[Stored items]
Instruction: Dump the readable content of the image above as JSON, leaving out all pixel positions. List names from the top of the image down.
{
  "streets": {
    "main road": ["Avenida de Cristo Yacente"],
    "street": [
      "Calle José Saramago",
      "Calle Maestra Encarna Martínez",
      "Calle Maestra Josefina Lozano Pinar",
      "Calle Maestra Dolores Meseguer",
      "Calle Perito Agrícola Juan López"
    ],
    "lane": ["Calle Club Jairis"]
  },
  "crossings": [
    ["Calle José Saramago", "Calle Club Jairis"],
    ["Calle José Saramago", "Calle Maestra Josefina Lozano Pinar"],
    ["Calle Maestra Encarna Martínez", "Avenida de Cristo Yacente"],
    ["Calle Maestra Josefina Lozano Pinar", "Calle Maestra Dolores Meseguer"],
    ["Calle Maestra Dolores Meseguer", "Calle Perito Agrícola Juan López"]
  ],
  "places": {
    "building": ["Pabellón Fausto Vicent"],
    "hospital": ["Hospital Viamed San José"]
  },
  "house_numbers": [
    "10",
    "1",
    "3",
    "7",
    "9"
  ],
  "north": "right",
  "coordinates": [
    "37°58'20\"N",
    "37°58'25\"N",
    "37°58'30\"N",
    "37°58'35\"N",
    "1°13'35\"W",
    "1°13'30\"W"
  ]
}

#### [Task directions]
Your answer should be all lines from the data that contain "Dolores".

#### [Written reply]
      "Calle Maestra Dolores Meseguer",
    ["Calle Maestra Josefina Lozano Pinar", "Calle Maestra Dolores Meseguer"],
    ["Calle Maestra Dolores Meseguer", "Calle Perito Agrícola Juan López"]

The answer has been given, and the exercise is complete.